RIP Vajpayee: This is how newspapers' front page looked like
New Delhi, Aug 17: The BJP stalwart Atal Bihari Vajpayee's final journey to begin on Friday. The doyen of Indian politics breathed his last at 5.05 pm on Thursday at the age of 93. The news has occupied the front page of mainstream media. Every media house treated the news with their own style and imprtance.
Senior journalist Krishnaprasad wrote on his Facebook post, "For newspapers like 'The Telegraph', Atal Bihari Vajpayee's death is a good occasion to remind readers of his audacious reminder of 'Raj Dharma' to Narendra Modi: "If India is not secular, then India is not India at all." 'The Indian Express' underlines the ephemeral nature of power for those strutting around as if there it is eternal: "Governments will come and go. India must remain." Only 'Deccan Herald', the Malayalam dailies 'Manorama' and 'Mathrubhoomi' lead with the flood disaster in Kerala."
[Read more: The Vajpayee I knew: Poet statesman and a commander who was not authoritative]
The Telegraph
Prime Minister Atal Bihari Vajpayee made one of the most memorable statements in the new millennium on the idea of India when he said "if India is not secular, then India is not India at all". Vajpayee said this while calling for the continuation of the inter-faith dialogue on the Ayodhya issue, a little over a week after the Gujarat massacres.
Indian Express
Atal Bihari Vajpayee, the first non-Congress Prime Minister to complete a full term in office at the head of a coalition he stitched together with his moderate politics and charismatic appeal, died of multiple health complications at the All India Institute of Medical Sciences in New Delhi Thursday.
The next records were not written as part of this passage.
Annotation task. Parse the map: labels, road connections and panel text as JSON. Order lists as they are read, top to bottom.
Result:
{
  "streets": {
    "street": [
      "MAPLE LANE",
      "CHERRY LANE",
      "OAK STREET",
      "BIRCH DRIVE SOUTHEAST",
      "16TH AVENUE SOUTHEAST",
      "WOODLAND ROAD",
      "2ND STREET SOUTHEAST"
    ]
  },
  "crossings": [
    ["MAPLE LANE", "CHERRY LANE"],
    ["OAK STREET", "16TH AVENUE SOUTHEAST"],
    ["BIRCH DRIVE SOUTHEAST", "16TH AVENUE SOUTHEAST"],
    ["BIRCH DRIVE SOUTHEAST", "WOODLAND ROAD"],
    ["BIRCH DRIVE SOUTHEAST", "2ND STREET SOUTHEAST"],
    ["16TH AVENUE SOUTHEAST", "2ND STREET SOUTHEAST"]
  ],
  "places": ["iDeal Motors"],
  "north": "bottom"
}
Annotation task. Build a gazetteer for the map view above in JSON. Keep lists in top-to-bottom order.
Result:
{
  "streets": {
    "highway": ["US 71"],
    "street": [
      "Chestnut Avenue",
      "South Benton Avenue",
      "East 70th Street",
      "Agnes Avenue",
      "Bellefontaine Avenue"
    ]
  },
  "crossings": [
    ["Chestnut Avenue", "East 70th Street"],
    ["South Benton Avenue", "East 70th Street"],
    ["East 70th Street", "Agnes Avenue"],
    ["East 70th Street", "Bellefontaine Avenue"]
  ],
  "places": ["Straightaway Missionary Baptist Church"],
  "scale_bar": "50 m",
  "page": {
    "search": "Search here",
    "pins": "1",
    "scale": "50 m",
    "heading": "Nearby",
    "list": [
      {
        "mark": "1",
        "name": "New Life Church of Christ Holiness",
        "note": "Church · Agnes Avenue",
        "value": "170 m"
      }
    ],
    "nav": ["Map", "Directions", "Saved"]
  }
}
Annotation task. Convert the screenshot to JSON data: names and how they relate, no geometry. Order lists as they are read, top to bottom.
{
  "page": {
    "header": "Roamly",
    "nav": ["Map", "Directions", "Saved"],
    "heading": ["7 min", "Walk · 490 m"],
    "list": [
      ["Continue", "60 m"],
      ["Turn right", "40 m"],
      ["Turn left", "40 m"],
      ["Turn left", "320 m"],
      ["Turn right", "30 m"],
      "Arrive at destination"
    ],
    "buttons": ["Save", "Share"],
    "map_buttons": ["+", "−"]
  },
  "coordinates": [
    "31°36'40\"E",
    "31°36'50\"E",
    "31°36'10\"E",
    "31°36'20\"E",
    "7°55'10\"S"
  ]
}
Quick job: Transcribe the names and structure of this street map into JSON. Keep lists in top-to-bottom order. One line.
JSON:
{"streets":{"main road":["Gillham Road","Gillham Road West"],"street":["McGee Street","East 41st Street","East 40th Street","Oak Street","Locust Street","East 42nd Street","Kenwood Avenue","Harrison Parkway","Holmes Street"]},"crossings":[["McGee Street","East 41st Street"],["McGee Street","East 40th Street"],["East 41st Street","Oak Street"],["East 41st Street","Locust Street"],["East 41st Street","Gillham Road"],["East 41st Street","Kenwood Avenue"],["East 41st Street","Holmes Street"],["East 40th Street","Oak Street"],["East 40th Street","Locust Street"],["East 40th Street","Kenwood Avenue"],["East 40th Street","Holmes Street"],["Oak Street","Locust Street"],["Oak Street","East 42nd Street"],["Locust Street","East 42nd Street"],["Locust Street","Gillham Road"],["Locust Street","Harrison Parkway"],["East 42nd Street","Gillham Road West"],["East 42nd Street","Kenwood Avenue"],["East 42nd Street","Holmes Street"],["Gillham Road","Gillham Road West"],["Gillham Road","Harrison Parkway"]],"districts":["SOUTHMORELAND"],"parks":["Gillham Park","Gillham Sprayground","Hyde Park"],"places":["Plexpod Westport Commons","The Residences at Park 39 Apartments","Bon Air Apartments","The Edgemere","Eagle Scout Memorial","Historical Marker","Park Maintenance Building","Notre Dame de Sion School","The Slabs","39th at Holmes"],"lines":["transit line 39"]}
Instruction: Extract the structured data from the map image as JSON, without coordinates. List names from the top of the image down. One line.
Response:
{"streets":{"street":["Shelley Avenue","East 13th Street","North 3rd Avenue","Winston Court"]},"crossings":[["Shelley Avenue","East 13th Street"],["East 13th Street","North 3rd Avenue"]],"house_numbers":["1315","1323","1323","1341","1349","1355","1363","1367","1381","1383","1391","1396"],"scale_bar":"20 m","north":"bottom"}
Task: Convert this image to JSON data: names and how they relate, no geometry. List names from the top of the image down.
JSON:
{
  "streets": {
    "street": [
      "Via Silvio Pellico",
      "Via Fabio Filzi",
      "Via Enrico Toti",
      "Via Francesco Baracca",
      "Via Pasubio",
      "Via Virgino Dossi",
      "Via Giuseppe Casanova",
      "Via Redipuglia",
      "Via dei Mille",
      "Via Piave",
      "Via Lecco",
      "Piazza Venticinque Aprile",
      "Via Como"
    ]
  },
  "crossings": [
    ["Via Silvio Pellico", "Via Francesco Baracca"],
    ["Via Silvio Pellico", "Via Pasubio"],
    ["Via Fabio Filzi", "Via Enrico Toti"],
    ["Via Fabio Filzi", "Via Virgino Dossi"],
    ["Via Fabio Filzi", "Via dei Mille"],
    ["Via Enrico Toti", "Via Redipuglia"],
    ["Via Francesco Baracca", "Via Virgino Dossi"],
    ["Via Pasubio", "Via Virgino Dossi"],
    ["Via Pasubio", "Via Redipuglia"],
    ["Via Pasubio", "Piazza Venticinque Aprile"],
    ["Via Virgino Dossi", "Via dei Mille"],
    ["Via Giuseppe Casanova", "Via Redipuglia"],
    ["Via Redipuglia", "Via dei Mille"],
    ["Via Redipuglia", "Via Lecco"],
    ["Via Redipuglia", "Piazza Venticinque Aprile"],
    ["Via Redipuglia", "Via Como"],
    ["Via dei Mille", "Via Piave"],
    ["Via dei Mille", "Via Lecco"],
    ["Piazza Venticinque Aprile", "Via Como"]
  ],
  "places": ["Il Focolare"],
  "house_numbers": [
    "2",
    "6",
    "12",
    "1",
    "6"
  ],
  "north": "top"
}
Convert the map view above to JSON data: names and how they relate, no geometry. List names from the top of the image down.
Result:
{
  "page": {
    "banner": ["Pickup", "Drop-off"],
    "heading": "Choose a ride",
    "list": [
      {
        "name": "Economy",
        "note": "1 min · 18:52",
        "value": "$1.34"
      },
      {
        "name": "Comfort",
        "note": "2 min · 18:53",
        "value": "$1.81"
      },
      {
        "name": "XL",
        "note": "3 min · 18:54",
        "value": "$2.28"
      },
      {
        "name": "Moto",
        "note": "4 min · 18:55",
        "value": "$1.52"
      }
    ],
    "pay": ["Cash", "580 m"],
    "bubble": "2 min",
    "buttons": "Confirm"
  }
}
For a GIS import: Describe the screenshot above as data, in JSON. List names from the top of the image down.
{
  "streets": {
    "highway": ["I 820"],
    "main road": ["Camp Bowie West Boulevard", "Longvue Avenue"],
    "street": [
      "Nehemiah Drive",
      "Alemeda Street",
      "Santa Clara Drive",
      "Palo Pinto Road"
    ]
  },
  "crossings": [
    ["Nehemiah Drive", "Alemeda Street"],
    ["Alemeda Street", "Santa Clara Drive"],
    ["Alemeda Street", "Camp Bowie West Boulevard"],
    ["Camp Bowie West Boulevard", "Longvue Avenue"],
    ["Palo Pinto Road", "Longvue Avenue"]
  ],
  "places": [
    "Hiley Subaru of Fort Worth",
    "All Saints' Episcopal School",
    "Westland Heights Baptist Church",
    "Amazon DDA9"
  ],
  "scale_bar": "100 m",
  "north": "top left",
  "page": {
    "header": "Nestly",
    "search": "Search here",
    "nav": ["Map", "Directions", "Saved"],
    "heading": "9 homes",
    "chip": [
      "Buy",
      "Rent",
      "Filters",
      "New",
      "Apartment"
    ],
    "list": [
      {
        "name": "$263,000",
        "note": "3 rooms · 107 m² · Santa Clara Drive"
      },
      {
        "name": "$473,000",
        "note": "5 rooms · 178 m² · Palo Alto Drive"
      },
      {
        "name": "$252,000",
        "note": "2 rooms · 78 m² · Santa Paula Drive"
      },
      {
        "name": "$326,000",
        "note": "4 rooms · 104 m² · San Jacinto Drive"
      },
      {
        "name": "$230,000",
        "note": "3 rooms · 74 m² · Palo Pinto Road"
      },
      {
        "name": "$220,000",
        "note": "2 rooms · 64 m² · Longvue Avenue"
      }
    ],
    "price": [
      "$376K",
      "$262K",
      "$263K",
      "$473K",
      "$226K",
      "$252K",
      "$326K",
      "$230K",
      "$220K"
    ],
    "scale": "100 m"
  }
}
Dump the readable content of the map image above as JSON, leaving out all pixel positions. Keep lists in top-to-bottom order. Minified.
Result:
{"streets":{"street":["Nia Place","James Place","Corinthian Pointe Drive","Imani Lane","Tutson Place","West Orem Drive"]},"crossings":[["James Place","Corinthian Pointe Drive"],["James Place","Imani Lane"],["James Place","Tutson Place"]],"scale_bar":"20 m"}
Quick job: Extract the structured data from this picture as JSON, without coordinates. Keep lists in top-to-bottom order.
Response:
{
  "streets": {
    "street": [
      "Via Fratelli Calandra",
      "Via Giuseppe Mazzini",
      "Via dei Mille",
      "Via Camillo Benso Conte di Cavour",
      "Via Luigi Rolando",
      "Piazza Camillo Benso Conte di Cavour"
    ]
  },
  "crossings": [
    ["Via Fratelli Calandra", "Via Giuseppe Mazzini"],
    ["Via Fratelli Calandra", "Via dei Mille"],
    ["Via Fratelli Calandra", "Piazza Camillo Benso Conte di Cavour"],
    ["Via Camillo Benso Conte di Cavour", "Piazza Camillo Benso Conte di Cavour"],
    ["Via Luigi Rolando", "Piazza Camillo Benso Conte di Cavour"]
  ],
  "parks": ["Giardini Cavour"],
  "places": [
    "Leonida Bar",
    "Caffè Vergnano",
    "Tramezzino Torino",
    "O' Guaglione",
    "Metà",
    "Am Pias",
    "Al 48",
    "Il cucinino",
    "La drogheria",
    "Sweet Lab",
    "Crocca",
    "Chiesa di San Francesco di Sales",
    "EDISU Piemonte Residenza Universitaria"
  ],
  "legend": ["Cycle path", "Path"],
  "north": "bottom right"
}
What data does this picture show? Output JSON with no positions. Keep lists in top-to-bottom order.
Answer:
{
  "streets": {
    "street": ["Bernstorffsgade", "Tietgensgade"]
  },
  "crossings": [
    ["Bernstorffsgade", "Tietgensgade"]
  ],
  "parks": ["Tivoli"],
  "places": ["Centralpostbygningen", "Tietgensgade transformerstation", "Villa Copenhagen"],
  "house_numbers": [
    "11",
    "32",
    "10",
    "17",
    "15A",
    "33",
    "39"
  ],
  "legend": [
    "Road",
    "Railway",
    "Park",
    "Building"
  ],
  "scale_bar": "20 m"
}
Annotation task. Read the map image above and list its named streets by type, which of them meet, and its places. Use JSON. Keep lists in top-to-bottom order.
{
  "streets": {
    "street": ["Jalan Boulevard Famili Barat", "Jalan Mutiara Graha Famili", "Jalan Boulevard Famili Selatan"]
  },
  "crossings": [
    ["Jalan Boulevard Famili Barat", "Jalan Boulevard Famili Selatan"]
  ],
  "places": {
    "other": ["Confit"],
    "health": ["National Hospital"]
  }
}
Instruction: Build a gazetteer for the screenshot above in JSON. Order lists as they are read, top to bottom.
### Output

He was 93.
Hindustan Times
Prashant Jha writes: India's former prime minister and one of the country's most-loved and respected leaders, Atal Bihari Vajpayee, died on Thursday evening, uniting an otherwise deeply divided political class in grief.
Vajpayee, three-time PM, 12-time parliamentarian, former president of both the Bharatiya Janata Party (BJP) and its earlier avatar, the Bharatiya Jana Sangh, and a popular mass leader who brought both respectability and powertothe BJP for thefirst time, passed away at the All India Institute of Medical Sciences (AIIMS) at the age of 93.
Deccan Chronicle
Former Prime Minister Atal Behari Vajpayee, one of India's most charismatic leaders who led the nation through several crises while holding together a tenuous coalition with his inclusive politics and superlative oratory, died on Thursday. He was 93. Vajpayee, a bachelor, is survived by his adopted daughter Namita Kaul Bhattacharya. He will be cremated on Friday in New Delhi.
The Times of India
Former Prime Minister Atal Bihari Vajpayee, 93, who led BJP to pathbreaking electoral victories, headed coalitions at the Centre from 1998 to 2004 and became the first non-Congress PM to complete a full term, passed away on Thursday after a prolonged illness.
The New Indian Express
Santwana Bhattacharya writes: The last time one saw A B Vajpayee engage in public life was exactly a decade ago: July 22, 2008. The day of the trust vote for his successor, Manmohan Singh. Vajpayee was wheeled into the Lok Sabha lobby. He cast his vote quietly and was wheeled away. He was already beyond all oratory, all witticisms. It must have sounded like a party in the next house to him: a faint din, perhaps flashes of memory of a place he once owned. A decade, as the variable truism goes, is a long time in life and politics. It's indeed been a long, fuzzy winter for one of the most warm-blooded personas in Indian public life.
Deccan Herald
The english daliy from Karnataka carried Kerala floods on its frontpage with unlike other news papers.